Performance Compensation
| Element | Design | Metrics |
|---|---|---|
| Director equity | Time‑based restricted stock; annual grant that vests at the next Annual Meeting if incumbent | None (no performance metrics; directors do not receive PSUs) |
Other Directorships & Interlocks
| Company | Current/Prior | Overlap/Interlock |
|---|---|---|
| SCVX Corp. | Prior (2020–2022) | No SLM‑disclosed interlocks or related‑party exposure |
| Non‑profit/Private boards | Current/Prior as above | No related‑party transactions disclosed involving Ms. Schneck‑Last |
Expertise & Qualifications
- Technology governance and cybersecurity leadership from Goldman Sachs, directly relevant to SLM’s data, vendor, and cyber risk oversight.
- Recognized “Risk Management Expert” by the Board; chairs O&CR overseeing non‑financial risk frameworks.

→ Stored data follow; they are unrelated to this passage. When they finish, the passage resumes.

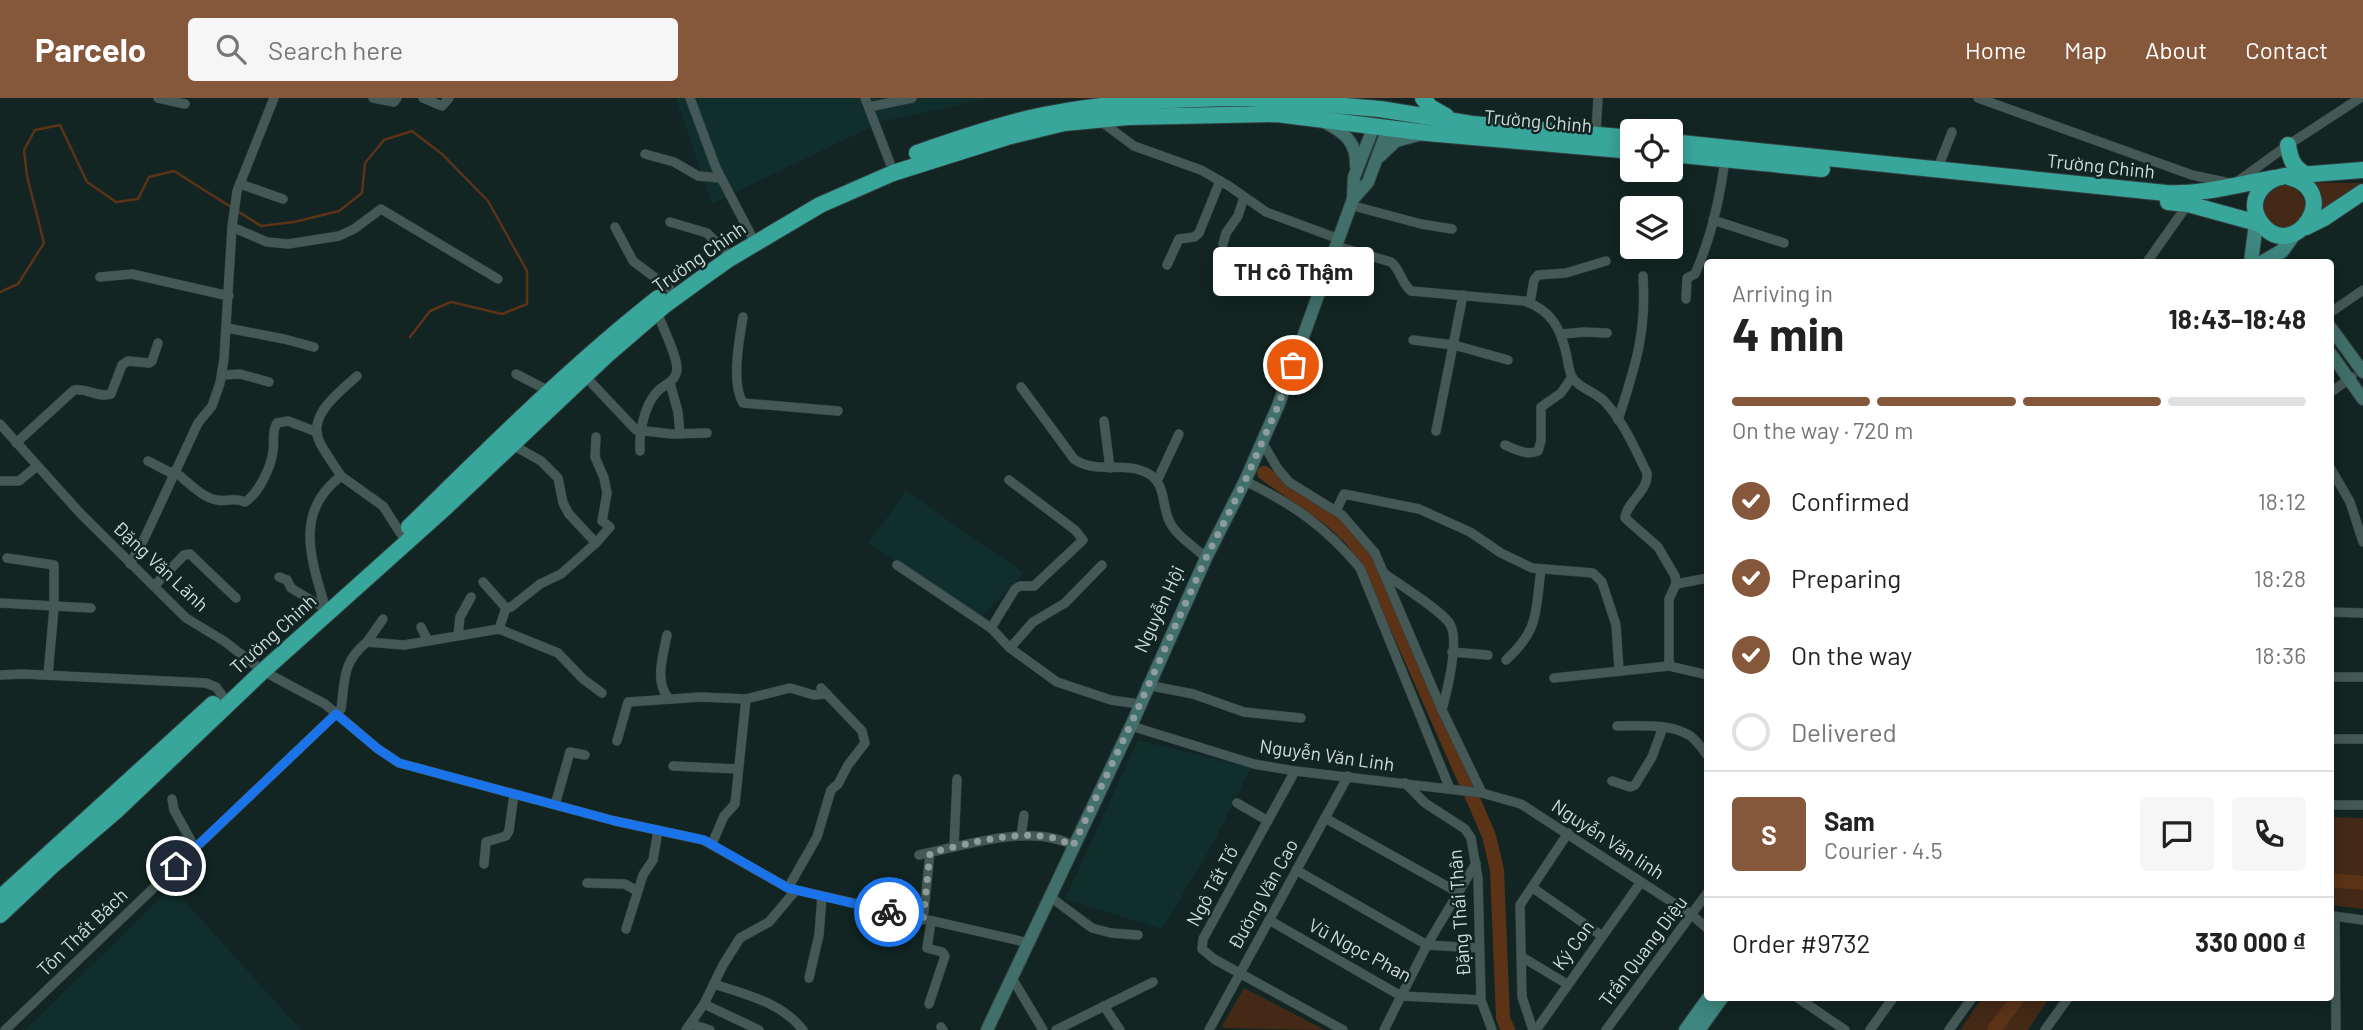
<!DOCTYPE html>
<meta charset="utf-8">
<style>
:root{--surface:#fff;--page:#f6f6f6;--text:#222;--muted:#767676;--line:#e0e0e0;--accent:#85583b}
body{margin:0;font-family:Barlow,sans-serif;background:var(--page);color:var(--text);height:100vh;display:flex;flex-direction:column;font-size:26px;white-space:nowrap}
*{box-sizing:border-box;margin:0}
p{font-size:23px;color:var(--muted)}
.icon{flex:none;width:38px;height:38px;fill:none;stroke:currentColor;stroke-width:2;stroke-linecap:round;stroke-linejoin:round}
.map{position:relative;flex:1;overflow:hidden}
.side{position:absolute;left:1704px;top:161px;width:630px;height:742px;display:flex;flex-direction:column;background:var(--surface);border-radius:7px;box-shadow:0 4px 18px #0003}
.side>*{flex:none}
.buttons{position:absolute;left:1620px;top:21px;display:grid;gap:14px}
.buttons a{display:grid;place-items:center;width:63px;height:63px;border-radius:7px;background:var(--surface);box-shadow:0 4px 18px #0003;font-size:35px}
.pin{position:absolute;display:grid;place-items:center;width:60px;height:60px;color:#fff;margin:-30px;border:4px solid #fff;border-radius:50%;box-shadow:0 2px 7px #0007}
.courier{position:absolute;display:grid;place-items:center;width:70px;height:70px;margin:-35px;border:5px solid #1a73e8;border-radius:50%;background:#fff;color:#222;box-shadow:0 2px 9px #0007}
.bubble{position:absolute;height:49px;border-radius:7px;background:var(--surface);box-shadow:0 4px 18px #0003;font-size:23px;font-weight:700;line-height:49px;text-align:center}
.overview em{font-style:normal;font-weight:700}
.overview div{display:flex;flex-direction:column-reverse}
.overview{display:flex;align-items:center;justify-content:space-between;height:119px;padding:0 28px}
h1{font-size:46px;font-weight:700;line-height:52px}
.bar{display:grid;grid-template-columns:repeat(4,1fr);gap:10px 7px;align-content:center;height:84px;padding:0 28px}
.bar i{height:9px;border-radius:5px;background:var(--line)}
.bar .on{background:var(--accent)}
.bar p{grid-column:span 4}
.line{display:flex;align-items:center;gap:18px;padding:0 28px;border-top:2px solid var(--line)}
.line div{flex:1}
.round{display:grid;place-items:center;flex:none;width:74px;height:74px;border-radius:7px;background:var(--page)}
ol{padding:0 28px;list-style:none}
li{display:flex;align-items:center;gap:21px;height:77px}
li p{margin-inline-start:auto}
li .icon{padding:7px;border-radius:50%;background:var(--accent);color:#fff;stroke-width:4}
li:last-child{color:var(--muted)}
li i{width:38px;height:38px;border:4px solid var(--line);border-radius:50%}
header{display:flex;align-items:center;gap:42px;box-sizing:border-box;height:98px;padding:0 35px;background:var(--accent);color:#fff}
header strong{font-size:33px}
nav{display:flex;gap:38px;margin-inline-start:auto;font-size:24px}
.search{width:490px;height:63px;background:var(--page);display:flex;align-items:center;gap:18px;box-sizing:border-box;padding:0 24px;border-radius:7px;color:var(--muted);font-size:26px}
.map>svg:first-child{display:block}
</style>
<header>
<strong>Parcelo</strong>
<div class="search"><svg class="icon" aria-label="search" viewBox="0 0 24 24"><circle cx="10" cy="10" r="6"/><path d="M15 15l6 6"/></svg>Search here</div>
<nav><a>Home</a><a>Map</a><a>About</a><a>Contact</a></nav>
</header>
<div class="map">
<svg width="2363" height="932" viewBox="0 0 2363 932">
<rect width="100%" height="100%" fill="#122523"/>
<g fill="#102e2b">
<path d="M676,0H991L881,24L712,106Z"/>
<path d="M906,393L1024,475L981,519L869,445Z"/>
<path d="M1138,642L1251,670L1211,749L1162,831L1065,801Z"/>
<path d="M172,789L301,932H25Z"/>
</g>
<g fill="#442917">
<path d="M2312,85H2361L2323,112L2321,101Z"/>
<circle cx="2283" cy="109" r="22"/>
<path d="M2331,719L2363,720V811L2331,807Z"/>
<path d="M1244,890L1323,931V932L1224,930L1222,928Z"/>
<path d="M1982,900H2049L2028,932H1960Z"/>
</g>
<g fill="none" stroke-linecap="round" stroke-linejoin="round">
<path stroke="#5c3317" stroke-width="2.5" d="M0,194L18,186L44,145L27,78L24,52L35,32L60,27L87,84L116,104L138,101L149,79L174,73L261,128L294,124L339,113L362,95L365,65L384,42L412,33L442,56L488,103L527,173V206L502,216L451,204L430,213L410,239"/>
<g stroke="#5c3317" stroke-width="14">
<path d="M1264,375L1331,422L1351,441L1363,456L1383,497L1477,710L1489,738L1497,772L1503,920L1508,932"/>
<path d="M2331,782L2363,785"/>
<path d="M1994,932L2018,900"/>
</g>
<defs>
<g id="street">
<path d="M158,0L185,6"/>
<path d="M373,0L394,4L397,0"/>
<path d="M423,0L442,8L449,0"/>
<path d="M690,0L716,70L751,137"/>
<path d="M865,0L890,65"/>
<path d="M1978,0L2192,77L2234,86L2288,47L2360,0"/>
<path d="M869,9L912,0"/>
<path d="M1099,22L1134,48L1201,72L1229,88L1266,114L1339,141"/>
<path d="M1596,35L1598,0"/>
<path d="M645,56L674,64L698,78L721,80"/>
<path d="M1937,72L1952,34"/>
<path d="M240,86L283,101"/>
<path d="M1350,107L1421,126L1452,131"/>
<path d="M1713,122L1784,145"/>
<path d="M670,124L707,135L724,152"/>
<path d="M232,129L267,144L288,146L339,138L354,131L381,111L498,181"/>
<path d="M615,129L633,163L670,191"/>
<path d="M1223,146L1226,135L1238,118L1244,99"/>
<path d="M1336,148L1391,164C1401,172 1401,185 1411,193L1524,203C1552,212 1561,231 1567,259C1568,265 1569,273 1572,279C1579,291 1597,294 1606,305C1624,325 1635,351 1647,375C1649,393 1627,403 1625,420L1658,449L1675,478L1676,486L1669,501V568"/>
<path d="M2147,164L2188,106"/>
<path d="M1167,167L1179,141L1194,139L1199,135L1220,83"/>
<path d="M100,179L132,176L229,198"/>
<path d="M1686,201L1687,180L1695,176C1711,140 1720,100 1725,61"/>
<path d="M1530,205L1534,182L1538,177L1566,175L1606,163"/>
<path d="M2331,214L2363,192"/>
<path d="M743,219C739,242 731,285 743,305L838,313"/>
<path d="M227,230L284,241L314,249"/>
<path d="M1562,236L1584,234L1607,235"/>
<path d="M1413,242L1454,247L1508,262"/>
<path d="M516,276L549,293"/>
<path d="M222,277L240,276L269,284"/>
<path d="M585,278L636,332L672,336L707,335"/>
<path d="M670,285L678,314L680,336"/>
<path d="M1021,289L1074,361C1096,377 1126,362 1149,376C1165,386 1162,404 1168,420C1174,437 1194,448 1206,460"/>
<path d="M2331,294L2352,279"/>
<path d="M1618,322C1635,269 1647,235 1643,178"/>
<path d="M1104,323L1110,370"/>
<path d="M0,326L80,415L186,520L224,543L263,573L325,606L378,651L399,665L615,723L703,742L788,790L1029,845"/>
<path d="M1436,333L1463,197"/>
<path d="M596,339L595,359L604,380L607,395L602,423L610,429L596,445"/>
<path d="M1262,344L1278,371L1289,384L1342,417L1375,455L1442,612L1482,695"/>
<path d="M16,345L74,292C87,290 98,300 111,296L122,267L128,263L149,265L152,263L158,245"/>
<path d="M1505,347C1515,351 1527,358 1538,353L1541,343V309L1561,295L1572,279"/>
<path d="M640,353C639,335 644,309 656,295C663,286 676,285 677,271C677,257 662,228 657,214"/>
<path d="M148,363L173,376"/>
<path d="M2331,371L2350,404L2363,444"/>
<path d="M174,373C186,382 202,400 217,402C228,404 235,399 245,404C259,395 271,369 273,353C275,343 271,335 277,325L288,323L317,334"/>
<path d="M341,378L383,408L401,436"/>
<path d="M0,383H19L37,368"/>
<path d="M1157,383L1179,336"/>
<path d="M1245,383C1293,406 1326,429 1360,470L1450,691"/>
<path d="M1336,413L1344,396L1419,411L1470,434L1501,455L1532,470L1593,475L1602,484L1616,527L1619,572"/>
<path d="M7,460L54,467V510L48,577"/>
<path d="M130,466L145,439L198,325L212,308L220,285L224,261L232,129L237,93L274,0"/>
<path d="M897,467L991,530L1010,550L1057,584L1111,602L1139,606"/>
<path d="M1385,476C1400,487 1441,512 1450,526C1460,543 1447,593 1442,612"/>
<path d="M279,479L287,482L291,490L321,508"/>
<path d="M483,484L506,510"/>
<path d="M1676,486L1708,480"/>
<path d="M154,488L184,457L190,456L236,500"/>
<path d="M0,505L91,510"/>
<path d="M324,505C310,458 295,413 341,378C334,367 326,356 320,345C306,317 340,294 357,278"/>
<path d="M2331,514L2363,515"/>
<path d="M421,529L428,543"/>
<path d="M991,530L1015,491L1020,488H1034L1083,442L1075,432L1009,382"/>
<path d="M499,531L506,510L511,509L540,486L561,476L596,445L569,416L563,405L558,380L541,363L511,346"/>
<path d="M458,537L460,519L471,499"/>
<path d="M667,537C663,558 654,584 669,601"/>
<path d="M367,544L383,521"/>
<path d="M1010,550L1033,524L1065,505L1102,467"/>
<path d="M1452,554L1488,557"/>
<path d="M1506,562C1540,531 1535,514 1541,472"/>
<path d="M0,577L23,576L206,585L216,589L228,605"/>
<path d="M2331,579H2363"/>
<path d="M1554,580L1669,568L1708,577"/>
<path d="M1147,587L1193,596L1244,614L1301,620"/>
<path d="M1131,628L1254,666L1295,673L1482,695L1521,706L1692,817L1708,831"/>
<path d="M1617,628C1640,628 1668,625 1689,637C1697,642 1702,651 1708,658"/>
<path d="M2331,641H2363"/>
<path d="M617,643L628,604L701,599L746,601L790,590L814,597L827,596"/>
<path d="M673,668L738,671"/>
<path d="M1295,673L1203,841L1202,851L1214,861L1343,932"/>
<path d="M1612,683L1630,689L1635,687L1652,659L1663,629"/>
<path d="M1405,685L1425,705L1465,731L1471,740L1478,780L1481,902L1492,932"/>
<path d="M172,701L174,712L195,750"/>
<path d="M1237,705L1268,723"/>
<path d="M555,707L570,654L585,657"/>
<path d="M2331,707H2363"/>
<path d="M1325,720L1459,795"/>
<path d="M1021,738L1024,717"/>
<path d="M712,746L724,718L735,706L746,601"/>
<path d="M954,749L957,681"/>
<path d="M919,757C963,748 1033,724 1074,748"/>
<path d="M484,766L486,744L506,738L509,733L514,696"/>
<path d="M1296,772L1427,847L1479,850"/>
<path d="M587,785L625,786L637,793"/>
<path d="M788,790L817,739L831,692L838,686L848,667L865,645L862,633L821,590"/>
<path d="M1533,790L1602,838"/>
<path d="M1049,798L1092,830L1111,835L1138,837"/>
<path d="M2333,818L2363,822"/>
<path d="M2335,818L2336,932"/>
<path d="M923,822L930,755"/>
<path d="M1269,822L1401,898L1481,902"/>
<path d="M626,831L643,777L653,762L658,733"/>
<path d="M1522,859L1567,886"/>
<path d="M809,880L819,837L822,798"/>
<path d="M1012,880L1043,932"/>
<path d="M714,886C747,897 781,904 803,932"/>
<path d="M1798,900L1845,932"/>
<path d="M704,906L759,932"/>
<path d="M929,906L945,858L942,854L927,850L931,824"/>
<path d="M1104,908L1120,932"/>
<path d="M691,926L710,932"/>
<path d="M941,929L943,932"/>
<path d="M5,932L341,611C345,582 342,564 367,544L404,547L499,531L558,555L583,581L602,595"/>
<path d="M686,932L704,906L723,867L740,840L769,824L796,792"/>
<path d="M1056,932L1153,884"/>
<path d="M1209,932L1348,678"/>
<path d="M1384,932L1427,847L1476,765"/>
<path d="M1533,932L1522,899L1520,807L1568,735"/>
<path d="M1536,932L1641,784"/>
<path d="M1606,932L1708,794"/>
<path d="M1870,932L1893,900"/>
<path d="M1949,932L1972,900"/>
<path d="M2045,932L2068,900"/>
</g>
<g id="secondary">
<path d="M1324,24C1344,34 1357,44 1356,68"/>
<path d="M1380,58L1396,43L1418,37"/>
<path d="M1353,101L1368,84L1388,30"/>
<path d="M2331,230L2363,274"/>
<path d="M2331,256L2363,301"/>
<path d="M987,932L1131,628L1206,460L1245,383L1278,308L1353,101L1354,79L1374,28"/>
</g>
<g id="primary">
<path d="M2251,164L2257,118"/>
<path d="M2263,164L2282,153L2295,135"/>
<path d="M1686,932L1709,900"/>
<path d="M1698,932L1721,900"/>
</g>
<g id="highway">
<path d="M1250,0L1380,11L1472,26L1633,40"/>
<path d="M1423,0L1430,9L1446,18"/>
<path d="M1671,44L2166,95C2203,97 2239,86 2275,80"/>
<path d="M2288,47C2290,61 2293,69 2305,76"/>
<path d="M917,55C954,42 992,29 1030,20C1102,4 1177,0 1250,0"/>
<path d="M1671,56L1822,71"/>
<path d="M2285,78C2348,91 2292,168 2261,125C2245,103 2263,81 2285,78L2363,72"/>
<path d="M2168,104L2188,106L2261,126"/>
<path d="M2306,129L2324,120L2363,94"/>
<path d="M409,429C490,350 569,270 658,200"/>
<path d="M0,800L213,606"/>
<path d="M0,817L52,768L116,713L263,573L446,409L607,257L665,207L698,183L729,161L820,107L893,75L1007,39L1064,25L1128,19L1277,16L1427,35L1633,53"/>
</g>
</defs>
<use href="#street" stroke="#323f3e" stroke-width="10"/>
<use href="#secondary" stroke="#323f3e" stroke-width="14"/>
<use href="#primary" stroke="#323f3e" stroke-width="16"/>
<use href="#highway" stroke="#323f3e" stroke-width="18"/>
<use href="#street" stroke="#445956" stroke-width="9"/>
<use href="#secondary" stroke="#41706b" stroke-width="12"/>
<use href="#primary" stroke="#3d8780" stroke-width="14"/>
<use href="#highway" stroke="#39a69c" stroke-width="16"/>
</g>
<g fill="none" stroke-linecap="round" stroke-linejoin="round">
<path stroke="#8e9c9b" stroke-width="7" stroke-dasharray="0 12.6" d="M889,814L923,822L930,755C971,745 1036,725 1073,748L1130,628L1206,460L1245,383L1278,308L1293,267"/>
<path stroke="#1a73e8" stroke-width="9" d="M176,768L336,616L378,651L399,665L615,723L704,742L788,790L889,814"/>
</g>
<g text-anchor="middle" stroke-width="5" stroke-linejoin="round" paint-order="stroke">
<g font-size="19" fill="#d1dcdb" stroke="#122523">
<text transform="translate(1538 23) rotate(5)" y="7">Trường Chinh</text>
<text transform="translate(2101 68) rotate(6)" y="7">Trường Chinh</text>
<text transform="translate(699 159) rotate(-35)" y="7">Trường Chinh</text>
<text transform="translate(161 468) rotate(43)" y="7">Đặng Văn Lãnh</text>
<text transform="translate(1159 511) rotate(-65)" y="7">Nguyễn Hội</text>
<text transform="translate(273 536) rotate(-42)" y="7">Trường Chinh</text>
<text transform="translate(1327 657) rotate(8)" y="7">Nguyễn Văn Linh</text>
<text transform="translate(1608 741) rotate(33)" y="7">Nguyễn Văn linh</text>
<text transform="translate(1212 788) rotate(-62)" y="7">Ngô Tất Tố</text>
<text transform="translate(1263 796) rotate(-61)" y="7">Đường Văn Cao</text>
<text transform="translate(1459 815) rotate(-94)" y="7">Đặng Thái Thân</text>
<text transform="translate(82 834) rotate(-44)" y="7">Tôn Thất Bách</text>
<text transform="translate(1573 847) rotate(-54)" y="7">Ký Con</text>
<text transform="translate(1360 852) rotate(28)" y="7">Vũ Ngọc Phan</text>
<text transform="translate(1643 853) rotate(-53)" y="7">Trần Quang Diệu</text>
</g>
</g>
</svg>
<div class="buttons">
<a><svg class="icon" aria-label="locate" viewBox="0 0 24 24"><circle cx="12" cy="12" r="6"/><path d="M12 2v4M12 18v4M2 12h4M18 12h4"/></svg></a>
<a><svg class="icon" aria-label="layers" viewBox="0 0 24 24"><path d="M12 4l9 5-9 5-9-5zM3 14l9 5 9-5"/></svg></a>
</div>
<div class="pin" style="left:1293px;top:267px;background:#ea580c"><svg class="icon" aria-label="bag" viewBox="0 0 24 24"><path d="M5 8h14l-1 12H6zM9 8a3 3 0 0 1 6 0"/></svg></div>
<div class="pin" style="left:176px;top:768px;background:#1f2937"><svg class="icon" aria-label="home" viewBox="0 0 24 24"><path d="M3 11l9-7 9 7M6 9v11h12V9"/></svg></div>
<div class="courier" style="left:889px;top:814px"><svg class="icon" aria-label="bike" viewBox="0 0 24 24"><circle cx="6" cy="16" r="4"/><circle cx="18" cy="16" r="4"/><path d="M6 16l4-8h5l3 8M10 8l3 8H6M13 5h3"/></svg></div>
<div class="bubble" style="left:1213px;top:149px;width:161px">TH cô Thậm</div>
<section class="side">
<div class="overview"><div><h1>4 min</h1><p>Arriving in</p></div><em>18:43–18:48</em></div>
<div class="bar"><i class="on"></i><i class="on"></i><i class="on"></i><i></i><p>On the way · 720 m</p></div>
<ol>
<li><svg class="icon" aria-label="check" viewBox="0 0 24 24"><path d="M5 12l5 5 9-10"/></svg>Confirmed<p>18:12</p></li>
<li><svg class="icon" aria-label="check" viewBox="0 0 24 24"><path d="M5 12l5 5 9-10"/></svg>Preparing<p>18:28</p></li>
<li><svg class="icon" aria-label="check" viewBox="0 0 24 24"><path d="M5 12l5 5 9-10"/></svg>On the way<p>18:36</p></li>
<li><i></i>Delivered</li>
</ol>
<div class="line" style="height:126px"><b class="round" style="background:var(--accent);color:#fff">S</b><div><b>Sam</b><p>Courier · 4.5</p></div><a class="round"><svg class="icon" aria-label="chat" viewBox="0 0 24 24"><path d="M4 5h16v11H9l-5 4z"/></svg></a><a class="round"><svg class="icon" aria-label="phone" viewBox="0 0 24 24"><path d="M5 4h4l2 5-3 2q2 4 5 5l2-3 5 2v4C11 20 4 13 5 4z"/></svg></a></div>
<div class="line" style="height:91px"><div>Order #9732</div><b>330 000 ₫</b></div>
</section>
</div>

- Subsidiary bank board service enhances prudential oversight consistency across entities.
Equity Ownership
| Metric | 2024 (as of 2/29/2024) | 2025 (as of 4/21/2025) |
|---|---|---|
| Beneficial ownership (shares) | 78,916 | 86,169 |
| % of shares outstanding | <1% | <1% (Company had 209,856,503 shares outstanding) |
| Restricted stock outstanding | 7,693 (incl. DEUs) | 7,138 (incl. DEUs) |
| Stock options | None disclosed for directors; no options shown for her in ownership table |
Ownership alignment and policies:
- Director stock ownership guideline: value equal to 5× annual cash retainer, to be met within five years; as of Dec 31, 2024, all then‑current directors were compliant or expected to achieve compliance.
- Hedging and pledging of company stock prohibited for directors.
- Section 16 compliance: All required beneficial ownership reports were timely in 2024.
Governance Assessment
- Strengths: Independent status; chairing O&CR with material scope over cyber/privacy/third‑party/compliance risks; Board‑designated risk management expertise; strong director ownership guidelines with compliance; robust governance structures (majority vote, annual elections, exec sessions, separate Chair/CEO).
- Alignment: Mix of cash and time‑based equity; annual restricted stock grants align with shareholder value over the director’s service horizon; no performance‑linked pay, consistent with good director independence.
- Attendance and engagement: Board met 14 times in 2024; directors (other than one exception due to family emergency) met attendance expectations; Annual Meeting attendance solid.
- Conflicts/related‑party exposure: No related‑party transactions disclosed involving Ms. Schneck‑Last; N&G Committee (of which she is a member) oversees related‑party transaction reviews.
- Additional signals: High say‑on‑pay support (96.6% in 2024; 98.1% in 2023) indicates broad investor confidence in compensation governance; while not directly attributable to directors, it reflects overall governance health.
No RED FLAGS identified specific to Ms. Schneck‑Last in the proxy disclosures: no pledging/hedging, no related‑party transactions, no delinquent filings, and committee leadership aligned to her expertise.